One of the main advantages of a hermetic compressor is that it is configured as a single unit so it can be easily transported, thanks to its compactness. Moreover, it is less noisy and its installation is very easy. However, this compressor is typically not intended to be repaired so, when a problem arises, it is the whole unit which is replaced by a new one.

Semi-hermetic compressors are easier to repair compared to hermetic compressors, as they are accessible. However, certain leakages take place causing a certain loss of performance of the compressor.
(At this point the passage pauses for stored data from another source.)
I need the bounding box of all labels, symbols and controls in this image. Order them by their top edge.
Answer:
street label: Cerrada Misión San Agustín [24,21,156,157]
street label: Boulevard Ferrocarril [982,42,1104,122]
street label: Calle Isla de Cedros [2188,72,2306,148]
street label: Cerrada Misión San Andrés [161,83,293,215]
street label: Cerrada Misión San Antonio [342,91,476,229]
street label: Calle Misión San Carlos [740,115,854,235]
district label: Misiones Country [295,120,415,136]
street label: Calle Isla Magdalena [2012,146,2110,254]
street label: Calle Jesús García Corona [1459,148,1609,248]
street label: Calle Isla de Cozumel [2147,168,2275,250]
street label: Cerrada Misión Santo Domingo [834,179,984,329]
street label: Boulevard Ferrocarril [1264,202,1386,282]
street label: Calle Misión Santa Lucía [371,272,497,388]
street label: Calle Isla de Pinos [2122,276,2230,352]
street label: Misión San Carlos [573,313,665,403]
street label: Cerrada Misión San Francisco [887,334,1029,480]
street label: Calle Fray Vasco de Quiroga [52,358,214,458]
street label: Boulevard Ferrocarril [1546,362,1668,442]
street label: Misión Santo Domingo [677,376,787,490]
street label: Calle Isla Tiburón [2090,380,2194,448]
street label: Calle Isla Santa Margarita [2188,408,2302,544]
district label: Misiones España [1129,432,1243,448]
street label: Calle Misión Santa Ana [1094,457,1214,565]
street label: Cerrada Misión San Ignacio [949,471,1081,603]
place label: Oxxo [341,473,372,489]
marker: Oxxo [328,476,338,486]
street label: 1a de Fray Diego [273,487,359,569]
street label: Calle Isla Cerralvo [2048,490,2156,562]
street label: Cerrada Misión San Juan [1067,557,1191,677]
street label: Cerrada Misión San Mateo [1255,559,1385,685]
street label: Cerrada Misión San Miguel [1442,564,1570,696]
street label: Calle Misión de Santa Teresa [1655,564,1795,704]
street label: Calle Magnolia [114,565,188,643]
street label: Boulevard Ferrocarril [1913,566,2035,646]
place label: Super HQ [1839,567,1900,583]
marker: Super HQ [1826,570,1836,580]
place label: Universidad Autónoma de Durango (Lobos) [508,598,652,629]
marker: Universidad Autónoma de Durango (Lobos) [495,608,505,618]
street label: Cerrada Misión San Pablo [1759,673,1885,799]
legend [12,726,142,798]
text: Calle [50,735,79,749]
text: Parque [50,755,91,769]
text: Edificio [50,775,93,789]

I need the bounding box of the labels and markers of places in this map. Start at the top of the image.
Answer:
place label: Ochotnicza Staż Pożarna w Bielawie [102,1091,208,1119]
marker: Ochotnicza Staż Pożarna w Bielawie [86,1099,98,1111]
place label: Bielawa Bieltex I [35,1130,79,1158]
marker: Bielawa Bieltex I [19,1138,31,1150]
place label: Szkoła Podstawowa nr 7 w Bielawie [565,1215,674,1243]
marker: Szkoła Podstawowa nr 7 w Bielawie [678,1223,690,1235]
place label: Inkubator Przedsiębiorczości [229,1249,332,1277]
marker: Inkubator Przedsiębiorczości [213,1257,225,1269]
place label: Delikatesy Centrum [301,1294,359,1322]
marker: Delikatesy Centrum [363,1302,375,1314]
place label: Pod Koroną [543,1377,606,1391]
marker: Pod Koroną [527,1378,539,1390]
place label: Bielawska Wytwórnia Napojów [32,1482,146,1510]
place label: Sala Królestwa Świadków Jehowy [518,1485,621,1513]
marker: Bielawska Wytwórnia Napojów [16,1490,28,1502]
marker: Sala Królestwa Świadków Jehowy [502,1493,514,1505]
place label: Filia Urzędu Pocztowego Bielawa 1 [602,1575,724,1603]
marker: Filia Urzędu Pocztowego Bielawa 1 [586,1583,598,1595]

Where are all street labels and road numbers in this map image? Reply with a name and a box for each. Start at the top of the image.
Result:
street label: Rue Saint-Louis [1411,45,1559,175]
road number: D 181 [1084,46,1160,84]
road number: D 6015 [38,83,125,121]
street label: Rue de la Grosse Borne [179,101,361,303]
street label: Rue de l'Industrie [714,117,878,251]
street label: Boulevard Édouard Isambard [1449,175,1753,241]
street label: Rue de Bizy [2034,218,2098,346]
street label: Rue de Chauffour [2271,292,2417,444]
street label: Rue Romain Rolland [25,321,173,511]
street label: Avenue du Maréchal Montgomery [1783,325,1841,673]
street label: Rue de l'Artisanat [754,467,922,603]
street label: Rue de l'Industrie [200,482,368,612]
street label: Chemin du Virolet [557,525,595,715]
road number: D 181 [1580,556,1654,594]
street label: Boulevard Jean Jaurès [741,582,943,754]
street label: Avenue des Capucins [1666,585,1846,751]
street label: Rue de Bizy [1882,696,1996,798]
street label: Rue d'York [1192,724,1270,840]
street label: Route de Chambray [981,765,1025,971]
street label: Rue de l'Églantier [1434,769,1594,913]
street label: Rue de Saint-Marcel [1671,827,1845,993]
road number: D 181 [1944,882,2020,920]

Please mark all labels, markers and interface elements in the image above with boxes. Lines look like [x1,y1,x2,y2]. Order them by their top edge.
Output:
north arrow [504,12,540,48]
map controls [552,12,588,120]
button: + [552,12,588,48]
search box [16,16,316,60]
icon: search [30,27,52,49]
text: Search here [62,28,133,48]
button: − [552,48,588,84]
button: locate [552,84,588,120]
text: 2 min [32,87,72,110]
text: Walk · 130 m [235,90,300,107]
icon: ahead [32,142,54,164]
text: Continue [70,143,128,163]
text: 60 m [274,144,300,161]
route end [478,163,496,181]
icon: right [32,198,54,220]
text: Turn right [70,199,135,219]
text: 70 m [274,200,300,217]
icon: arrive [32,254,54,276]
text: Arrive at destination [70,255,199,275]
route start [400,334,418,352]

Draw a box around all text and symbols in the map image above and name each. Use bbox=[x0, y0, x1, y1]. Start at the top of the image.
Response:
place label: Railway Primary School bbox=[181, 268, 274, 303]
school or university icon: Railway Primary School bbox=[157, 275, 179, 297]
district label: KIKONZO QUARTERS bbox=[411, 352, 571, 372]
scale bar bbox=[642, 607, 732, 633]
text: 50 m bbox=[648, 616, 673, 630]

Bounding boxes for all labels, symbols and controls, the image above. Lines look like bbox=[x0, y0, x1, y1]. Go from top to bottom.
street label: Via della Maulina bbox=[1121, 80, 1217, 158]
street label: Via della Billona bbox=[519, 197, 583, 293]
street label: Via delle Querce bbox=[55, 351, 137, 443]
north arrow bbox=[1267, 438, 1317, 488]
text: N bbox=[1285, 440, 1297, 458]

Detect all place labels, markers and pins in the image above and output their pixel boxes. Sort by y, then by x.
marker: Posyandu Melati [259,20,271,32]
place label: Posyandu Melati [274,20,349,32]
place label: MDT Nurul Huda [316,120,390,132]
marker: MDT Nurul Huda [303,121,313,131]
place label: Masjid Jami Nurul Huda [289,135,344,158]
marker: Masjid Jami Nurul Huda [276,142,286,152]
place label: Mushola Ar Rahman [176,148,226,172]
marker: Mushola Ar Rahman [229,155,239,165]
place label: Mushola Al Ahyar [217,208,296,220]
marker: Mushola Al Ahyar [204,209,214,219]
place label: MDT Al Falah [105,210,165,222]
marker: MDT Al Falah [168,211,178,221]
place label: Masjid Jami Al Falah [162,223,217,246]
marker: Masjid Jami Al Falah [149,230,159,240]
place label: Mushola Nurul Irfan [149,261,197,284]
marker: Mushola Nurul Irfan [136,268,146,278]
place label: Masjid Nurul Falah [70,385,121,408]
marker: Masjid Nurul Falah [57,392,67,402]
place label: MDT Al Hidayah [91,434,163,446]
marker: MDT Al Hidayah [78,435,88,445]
In both hermetic and semi-hermetic compressors, the electronincs and wiring inside the casing are subjected to very high temperatures as they are arranged inside this hermetical encasing, which makes these types of compressors costly. Also, an eventual burnout of the windings can contaminate the whole system.

On the other hand, in open configurations, the compressor and the motor are easily accessible to be repaired in case of failure, the maintenance being cheap and easy. The motor outside of the hermetic chamber allows more variety in the motor selection and the use of cheaper motor types as they work at ambient conditions. The disadvantages of such configuration are that these compressor types are noisy, not compact and a certain gas leakage exists at the motor/chamber connection, which causes a loss of its performance. Moreover, lubricating oil is needed in the shaft seals so that they maintain their sealing properties. It would therefore be desirable to provide a compressor having the advantages of the open, hermetic and semi-hermetic compressors, avoiding at the same time their disadvantages.

It is known in the state of the art, for example in document EP 2307734 B1 , a rotary compressor arrangement having a rotating shaft where the motor structure is integrated inside the compressor arrangement. The whole structure is encased by an external housing hermetically sealing inside both the motor and the compressor, therefore constituting a hermetic compressor. This structure is compact but presents the disadvantage of the high temperatures reached in the electronic components inside, which cannot be properly refrigerated.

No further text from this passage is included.